Thanks for the advice, I had a feeling that would be the case, so that`s good. We would rent in the beginning and rent our place out here in Brazil. The only issue would be getting work. I suppose I could apply directly to Nobel International School. Are there any well known Private English schools in Algarve?

What is Quarteira or Tavira like? are they nice places to stay?

Thanks


----------



## Strontium (Sep 16, 2015)

Ben&Cassia said:


> Hello everyone, my first post ever. My name is Ben, 38 years old and have been living in Balneario Camboriu, South Brazil since Sept. 2007. I have been working as an English teacher here for about the same time, for a very well renowned school. I`m also a Cambridge certified speaking examiner and I also do proofing reading. My wife Cassia is a Brasilian national, she is the manager of the school where we work, she is 45 with a Brasilian Passport only.
> 
> We are now looking to move to the Algarve, realistically in mid-January next year. I understand that it`s ok for UK passport holders to reside in Portugal and register after 3 months, but would there be any problems for my wife who holds a Brasilian passport?
> 
> ...


Welcome, I used to live in Belém which is neither nearby nor useful information to you but maybe in the same timezone. Finding work in Portugal would probably be you biggest problem, the net migration away from here is mainly due to the economic situation and lack of employment opportunities. People leave here because of lack of work and you will be competing against locals with their family support and lower living costs. The expat immigration is mainly not taking part in paid employment here with a few exceptions. The population is 10 million and is spread around the country, there are more jobs in the places of higher population like Lisbon and Oporto where as the Algarve has a more seasonal/holiday population where some places close for the low season. The rules on motorcycles seem to be a bit convoluted and murky, I have a full uk licence + HGV etc but upon being resident this should become a PT licence where the categories of motorbikes differ and a PT licence "grandfather right" for smaller bikes if you licence predates some date BUT I cannot find if this date applies to non-PT licences.
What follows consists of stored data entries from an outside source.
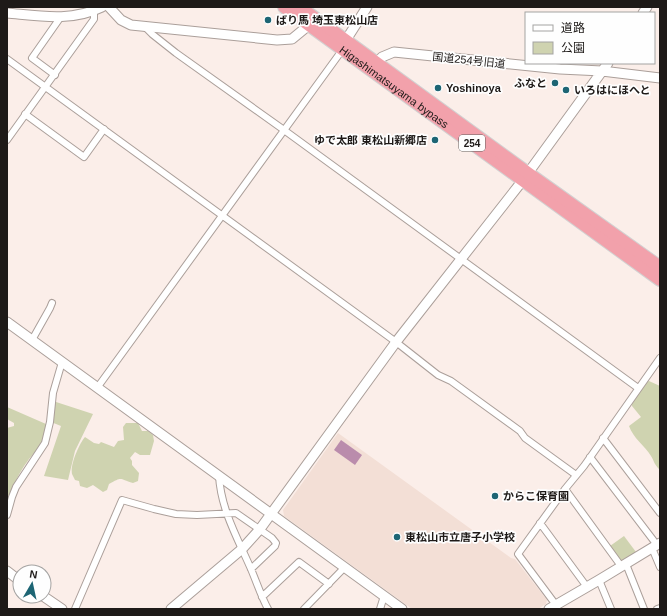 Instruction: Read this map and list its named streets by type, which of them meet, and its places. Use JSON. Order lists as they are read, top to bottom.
{
  "streets": {
    "highway": ["Higashimatsuyama bypass", "254"],
    "street": ["国道254号旧道"]
  },
  "crossings": [
    ["国道254号旧道", "Higashimatsuyama bypass"]
  ],
  "places": [
    "ばり馬 埼玉東松山店",
    "ふなと",
    "Yoshinoya",
    "いろはにほへと",
    "ゆで太郎 東松山新郷店",
    "からこ保育園",
    "東松山市立唐子小学校"
  ],
  "legend": ["道路", "公園"],
  "north": "top"
} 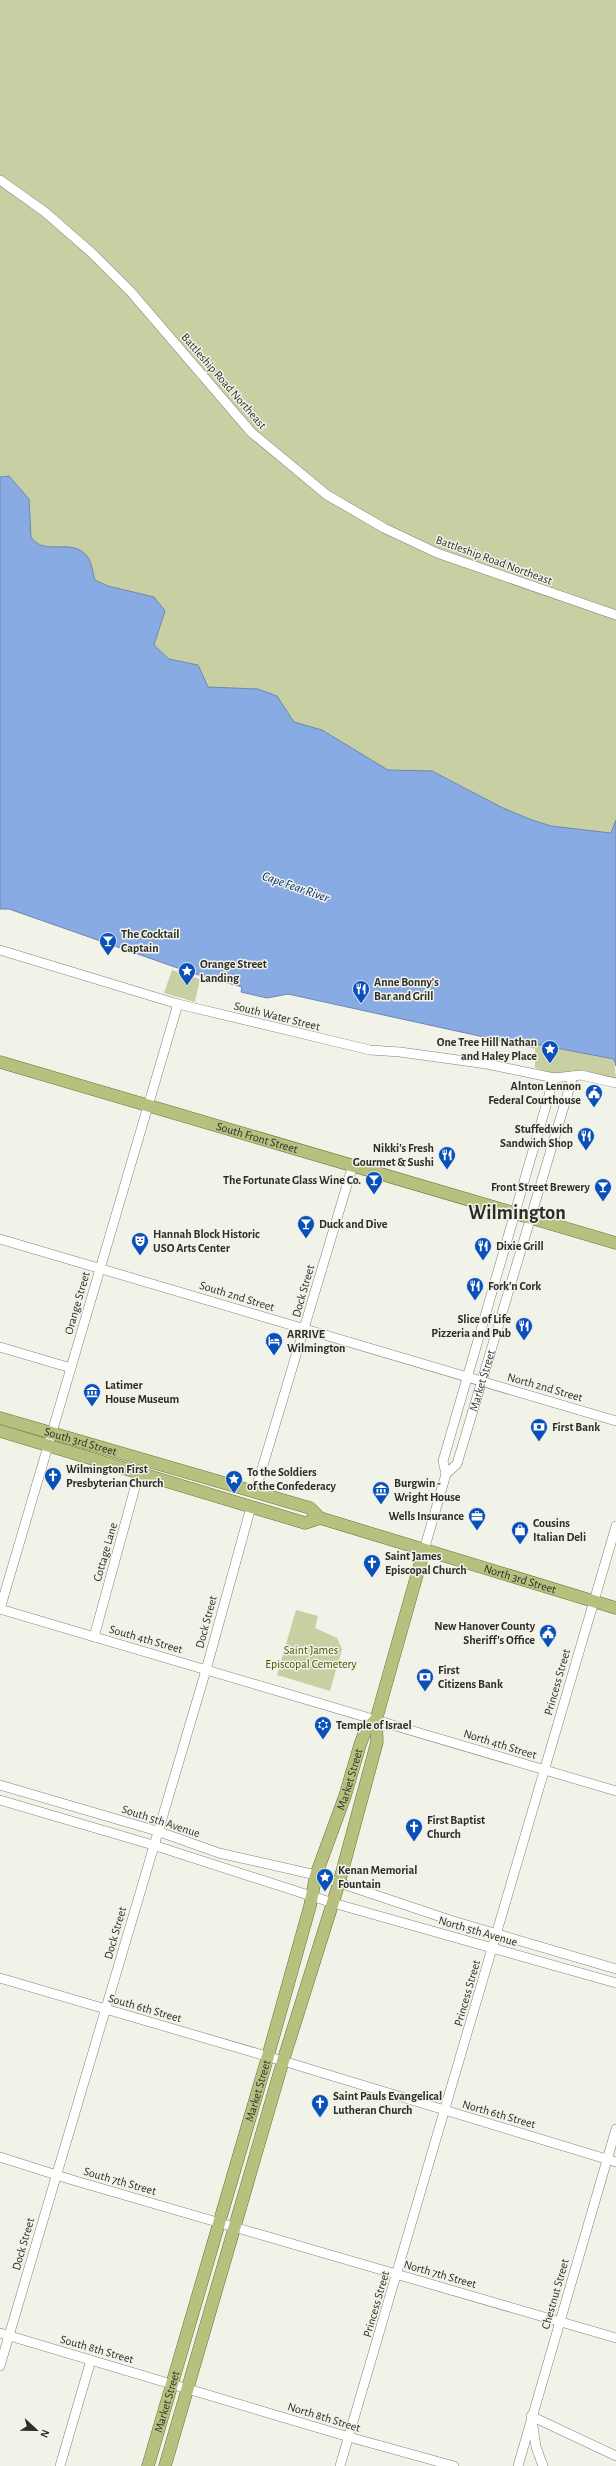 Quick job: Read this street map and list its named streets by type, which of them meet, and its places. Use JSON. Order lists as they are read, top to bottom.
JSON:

The Honda bike shop in Tomar suggested sub 125cc class was good for a full car licence holder but I am off to bike rental place to check their rules on licences and categories.


----------



## Ben&Cassia (May 1, 2016)

Thanks for that advice. I had a feeling that it would be something like that. I wouldn't go without work. When I moved to Brazil, we feel on our feet, got lucky with a great school with great pay, but not sure we would have the same luck. I'll contact a few places and see what they say. Algarve is appealing as it's so much closer to home, the language I can follow and weather the same as where I am now. Just gotta sort out the income somehow. Thanks for your help.


----------



## smudges (May 2, 2013)

I think I saw an comment a few weeks ago on here about an English school opening in the Algarve and inviting applications from teachers to work there. I don't know how to search for it, though.
HTH.


----------